Minha alegria chega e se afasta, mostrando um canto escuro dentro da minha alma, sempre tão inadaptável.

Sem dúvida!

Esse não é o meu melhor motivo para sonhar.

Apenas eu e esse mesmo céu.

Junto e comigo, tudo o que sou.

Na atmosfera que funde a latitude desordenada dessa periferia; uma brisa passa, esbarrando nas coisas e nas casas de reboque inacabado, levantando com o seu bufar de vento ancestral, a pipa do garoto; que descalço dribla, os fios e os postes com a engenharia ordenada na malicia desenvolvida na favela. 

         Como a criatura que voa o menino aprende o caminho do vento, com a pipa e o barbante. 

         Olho eu para o vulto inominável que se delimita na cidade, todas essas casas reunidas, incorporando-se num composto de bagunça e amor.

         Com certeza, esse é o meu lugar. Aqui é onde a cidade me abriga.
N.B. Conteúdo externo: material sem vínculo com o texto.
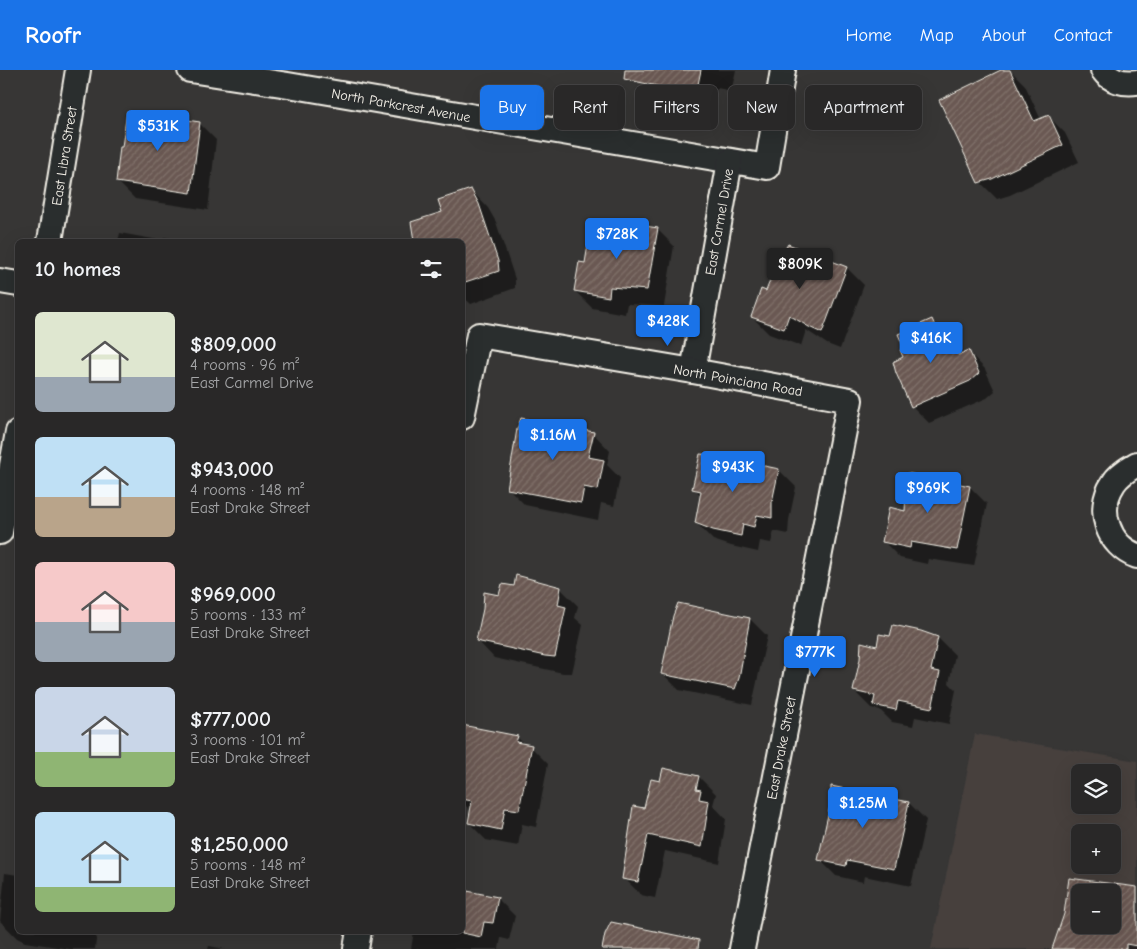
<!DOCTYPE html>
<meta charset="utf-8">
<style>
body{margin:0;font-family:"Comic Neue",sans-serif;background:#353434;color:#f1f3f6;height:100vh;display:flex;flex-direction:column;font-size:19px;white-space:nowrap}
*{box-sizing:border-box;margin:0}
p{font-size:16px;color:#a5a6a8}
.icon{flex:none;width:28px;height:28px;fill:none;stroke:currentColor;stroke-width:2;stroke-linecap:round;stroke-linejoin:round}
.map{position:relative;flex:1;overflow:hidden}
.details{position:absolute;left:15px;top:169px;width:450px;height:695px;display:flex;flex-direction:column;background:#292828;border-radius:8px;box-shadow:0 5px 20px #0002,0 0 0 1px #454445}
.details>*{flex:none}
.top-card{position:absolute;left:480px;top:15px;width:475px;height:45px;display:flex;gap:10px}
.buttons{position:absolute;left:1071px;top:694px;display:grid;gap:10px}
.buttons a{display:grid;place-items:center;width:50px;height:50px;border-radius:8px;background:#292828;box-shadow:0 5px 20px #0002,0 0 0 1px #454445;font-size:25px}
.price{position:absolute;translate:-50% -42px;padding:0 11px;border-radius:5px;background:#1a73e8;color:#fff;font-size:16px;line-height:32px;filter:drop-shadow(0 1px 2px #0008)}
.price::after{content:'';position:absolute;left:50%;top:30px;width:15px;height:11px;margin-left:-8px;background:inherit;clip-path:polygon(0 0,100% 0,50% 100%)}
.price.active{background:#222;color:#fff}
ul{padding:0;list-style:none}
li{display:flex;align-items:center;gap:15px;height:125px;padding:0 20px}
li span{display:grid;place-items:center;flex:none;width:140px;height:100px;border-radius:8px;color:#555}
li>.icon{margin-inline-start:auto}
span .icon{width:60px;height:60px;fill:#fffc;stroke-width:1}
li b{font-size:21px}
h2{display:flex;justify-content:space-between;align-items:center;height:60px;padding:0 20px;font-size:21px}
.tag{padding:0 18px;border-radius:8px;background:#292828;box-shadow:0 5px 20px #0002,0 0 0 1px #454445;font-size:18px;line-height:45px}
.tag.active{background:#1a73e8;color:#fff}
header{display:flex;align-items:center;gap:30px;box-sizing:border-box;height:70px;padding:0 25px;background:#1a73e8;color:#fff}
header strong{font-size:24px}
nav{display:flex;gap:28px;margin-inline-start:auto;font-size:18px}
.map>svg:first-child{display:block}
.built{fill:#46403e;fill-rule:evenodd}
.shadow{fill:#0007;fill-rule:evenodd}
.building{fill:url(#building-hatch);stroke:#f4f1e8;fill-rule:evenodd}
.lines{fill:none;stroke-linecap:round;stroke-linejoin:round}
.minor-casing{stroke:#f4f1e8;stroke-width:28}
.minor{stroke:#2a2d2e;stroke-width:24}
.labels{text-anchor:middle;stroke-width:4;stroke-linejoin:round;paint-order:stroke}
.street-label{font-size:14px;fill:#f4f1e8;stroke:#2a2d2e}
</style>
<header>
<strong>Roofr</strong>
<nav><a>Home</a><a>Map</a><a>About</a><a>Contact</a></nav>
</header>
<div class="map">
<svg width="1137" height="879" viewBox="0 0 1137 879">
<defs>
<pattern id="building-hatch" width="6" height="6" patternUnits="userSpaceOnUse" patternTransform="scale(1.25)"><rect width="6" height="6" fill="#6a5952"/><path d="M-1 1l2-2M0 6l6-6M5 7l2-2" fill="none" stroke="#80716b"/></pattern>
</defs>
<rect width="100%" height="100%" fill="#373635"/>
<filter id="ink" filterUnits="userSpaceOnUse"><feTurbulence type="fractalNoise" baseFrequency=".02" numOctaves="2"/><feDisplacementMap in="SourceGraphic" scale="10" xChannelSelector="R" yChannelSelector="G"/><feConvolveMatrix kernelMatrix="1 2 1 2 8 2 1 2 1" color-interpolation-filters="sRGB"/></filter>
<g filter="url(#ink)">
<path class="built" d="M975 664 1137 691V879H931ZM1080 702H1112V735H1080ZM1080 762H1112V795H1080ZM1080 822H1112V855H1080Z"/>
<g class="shadow">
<polygon points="645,0 736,0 732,18 728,17 727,20 717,18 713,40 675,33"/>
<polygon points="1004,0 1010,0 1025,15 1041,50 1048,46 1065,63 1079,92 1010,125 997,129 980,112"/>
<polygon points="199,53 216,70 208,140 135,129 118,112"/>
<polygon points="471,120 488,138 496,152 515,209 515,218 471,234 462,226 462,171 416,171 412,153 444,143"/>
<polygon points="657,159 674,176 664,236 627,234 625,244 592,238 575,221 586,194 631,164"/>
<polygon points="120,163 164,171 164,167 186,171 118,171"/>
<polygon points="788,176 847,198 864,215 840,279 827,274 806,260 801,276 769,264 752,247 767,223"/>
<polygon points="932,250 945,264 947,263 965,283 968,281 985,299 995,321 987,328 929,353 912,336 905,288"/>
<polygon points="593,363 610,381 607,395 620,408 614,436 601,433 598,450 525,435 508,418"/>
<polygon points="779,400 796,417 789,450 788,464 774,461 771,473 760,471 758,482 731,476 713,470 696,453 702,426 693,418"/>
<polygon points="909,404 970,417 987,434 974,496 928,489 927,494 900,488 883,471 906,442"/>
<polygon points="517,507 561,519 578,536 575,548 583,555 572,603 563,603 494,588 477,570 515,518"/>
<polygon points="750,549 767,566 752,635 679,620 662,603"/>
<polygon points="891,568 938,568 955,585 949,613 956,620 949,654 915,647 913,656 892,652 880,640 871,638 854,621 878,577"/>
<polygon points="517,667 525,675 531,677 548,694 536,757 522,754 518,776 486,770 469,753 471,741 462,732 462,706"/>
<polygon points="699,707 716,724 713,735 726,749 719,793 665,781 655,828 641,825 624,808 645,740"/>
<polygon points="909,733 926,750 911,816 864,806 863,812 836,806 819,789"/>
<polygon points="5,803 18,805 18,861 97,861 95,879 70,879 25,872 17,868 0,851"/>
<path d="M1071 810 1137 818V879H1053L1065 844ZM1080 822H1112V855H1080Z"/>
<polygon points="498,829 515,846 509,870 501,868 499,879 411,879 414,861 462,861"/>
<polygon points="209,876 225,879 208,879"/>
</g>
<g class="building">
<polygon points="625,0 701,0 696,24 624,9"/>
<polygon points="1001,0 1010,0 1034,51 1049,45 1063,75 992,109 978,113 939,30"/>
<polygon points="127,41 200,52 191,123 116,112 120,77 122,77"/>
<polygon points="471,119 479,134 498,191 499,201 462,213 462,171 414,171 411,152 442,142 438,130"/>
<polygon points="631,154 658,158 647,220 610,217 609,227 574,221 579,192 585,193 591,156 630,163"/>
<polygon points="788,174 847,197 822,263 809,257 789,245 784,259 751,247 761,219 766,221 778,190"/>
<polygon points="932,249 939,265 947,261 958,285 969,280 979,303 970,311 911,337 896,303 893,292 903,287 900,280 904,278 898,264"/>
<polygon points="521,348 594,362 588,387 604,390 598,420 584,417 581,433 507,419 517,359"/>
<polygon points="700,384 712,385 779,399 772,432 772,448 757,445 754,457 743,454 741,466 713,460 695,453 701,421 692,419"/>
<polygon points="907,403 970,416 957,480 911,472 910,478 882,472 889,437 905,441"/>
<polygon points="516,505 561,517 558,535 566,537 555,587 545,586 476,571 483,539 484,522 499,525 502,514 514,516"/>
<polygon points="678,533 750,548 739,608 735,619 661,604 673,546"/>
<polygon points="893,555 921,561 938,567 931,600 940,602 932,638 898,631 896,640 873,635 875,626 853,621 860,589 861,572 877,576 879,564 890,566"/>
<polygon points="462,655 518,666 516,672 532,675 519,740 505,738 501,760 468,753 472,731 462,729"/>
<polygon points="663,698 699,706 696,719 701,720 699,729 709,731 702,777 648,765 638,812 622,809 633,736 644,738 651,709 660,711"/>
<polygon points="831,716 909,732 894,799 847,790 846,796 818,790 831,731"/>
<path d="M1069 808 1137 817V876L1126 874V879H1052L1064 844ZM1080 822H1112V855H1080Z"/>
<polygon points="462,820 498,827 493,853 484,852 481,867 462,863"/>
<polygon points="611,852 699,870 698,879 602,879 605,864"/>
</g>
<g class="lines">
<g class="minor-casing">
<g id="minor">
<polyline points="190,0 288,15 767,97 783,0"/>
<path d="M1103 0C1111 11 1124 14 1137 12"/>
<polyline points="50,171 78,0"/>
<polyline points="0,211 18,214"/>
<polyline points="693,301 730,91"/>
<polyline points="462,347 479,265 693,301 850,330 742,879"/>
<path d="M1137 394C1128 399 1118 405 1113 414 1096 440 1108 476 1137 486"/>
<polyline points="0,462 18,362"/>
<polyline points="356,879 359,861"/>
</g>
</g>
<use href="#minor" class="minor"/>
</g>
</g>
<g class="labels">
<g class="street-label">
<text transform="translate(401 35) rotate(10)" y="5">North Parkcrest Avenue</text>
<text transform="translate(64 86) rotate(-81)" y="5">East Libra Street</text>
<text transform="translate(719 152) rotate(-80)" y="5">East Carmel Drive</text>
<text transform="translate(738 310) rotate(10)" y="5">North Poinciana Road</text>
<text transform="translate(781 678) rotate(-79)" y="5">East Drake Street</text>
</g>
</g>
</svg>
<div class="buttons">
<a><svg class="icon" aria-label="layers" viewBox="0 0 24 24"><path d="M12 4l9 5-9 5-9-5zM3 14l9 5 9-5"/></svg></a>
<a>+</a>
<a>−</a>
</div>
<b class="price" style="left:158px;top:82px">$531K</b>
<b class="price" style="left:617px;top:190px">$728K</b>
<b class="price active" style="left:800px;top:220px">$809K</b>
<b class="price" style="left:668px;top:277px">$428K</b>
<b class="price" style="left:931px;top:294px">$416K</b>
<b class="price" style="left:553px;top:391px">$1.16M</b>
<b class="price" style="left:733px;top:423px">$943K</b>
<b class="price" style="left:928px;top:444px">$969K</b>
<b class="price" style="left:815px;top:608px">$777K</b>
<b class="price" style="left:863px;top:759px">$1.25M</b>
<div class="top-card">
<a class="tag active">Buy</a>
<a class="tag">Rent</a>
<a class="tag">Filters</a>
<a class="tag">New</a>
<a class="tag">Apartment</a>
</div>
<section class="details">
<h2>10 homes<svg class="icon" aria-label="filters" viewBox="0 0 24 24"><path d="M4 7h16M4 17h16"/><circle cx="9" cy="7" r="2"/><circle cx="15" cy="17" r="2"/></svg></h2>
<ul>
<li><span style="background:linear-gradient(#dfe7d0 65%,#9aa5b1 0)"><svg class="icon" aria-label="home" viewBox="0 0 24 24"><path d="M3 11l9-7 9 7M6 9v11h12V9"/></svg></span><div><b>$809,000</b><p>4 rooms · 96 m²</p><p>East Carmel Drive</p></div></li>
<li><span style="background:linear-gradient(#bfe0f5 60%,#b9a48a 0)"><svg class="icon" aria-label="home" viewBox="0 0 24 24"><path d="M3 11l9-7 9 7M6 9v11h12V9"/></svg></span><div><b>$943,000</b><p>4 rooms · 148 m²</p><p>East Drake Street</p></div></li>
<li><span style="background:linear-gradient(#f6c9c9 60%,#9aa5b1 0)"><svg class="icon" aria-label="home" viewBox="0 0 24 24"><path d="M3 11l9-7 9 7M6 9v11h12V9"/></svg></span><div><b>$969,000</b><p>5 rooms · 133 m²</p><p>East Drake Street</p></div></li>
<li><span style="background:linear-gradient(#c9d6e8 65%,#8fb573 0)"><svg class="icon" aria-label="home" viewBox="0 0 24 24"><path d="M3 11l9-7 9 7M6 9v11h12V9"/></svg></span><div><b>$777,000</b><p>3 rooms · 101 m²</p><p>East Drake Street</p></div></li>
<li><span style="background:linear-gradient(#bfe0f5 75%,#8fb573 0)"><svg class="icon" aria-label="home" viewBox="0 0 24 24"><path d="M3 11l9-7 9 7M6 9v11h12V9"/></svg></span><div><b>$1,250,000</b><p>5 rooms · 148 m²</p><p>East Drake Street</p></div></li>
</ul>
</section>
</div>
         No leve farfalhar da rabiola na pipa que passa renteando meu campo de visão; animo-me com as cores de algum desenho estranho, que na pipa se destaca. O menino corre e se destaca no contexto da nossa rua. Outros tantos; a poucos metros, meninos também, se divertem chutando a bola de couro surrado contra a parede da casa vizinha. O barulho que eles fazem nesse jogo, me faz lembrar uma bagunça na alegria do carnaval. A seqüência de chutes ininterruptos; da bola na parede, se parece com batidas intercaladas no coração dessa comunidade.


 

               No leve farfalhar da rabiola na pipa que passa renteando meu campo de visão; animo-me com as cores de algum desenho estranho, que na pipa se destaca. O menino corre e se destaca no contexto da nossa rua. Outros tantos; a poucos metros, meninos também, se divertem chutando a bola de couro surrado contra a parede da casa vizinha. O barulho que eles fazem nesse jogo, me faz lembrar uma bagunça na alegria do carnaval. A seqüência de chutes ininterruptos; da bola na parede, se parece com batidas intercaladas no coração dessa comunidade.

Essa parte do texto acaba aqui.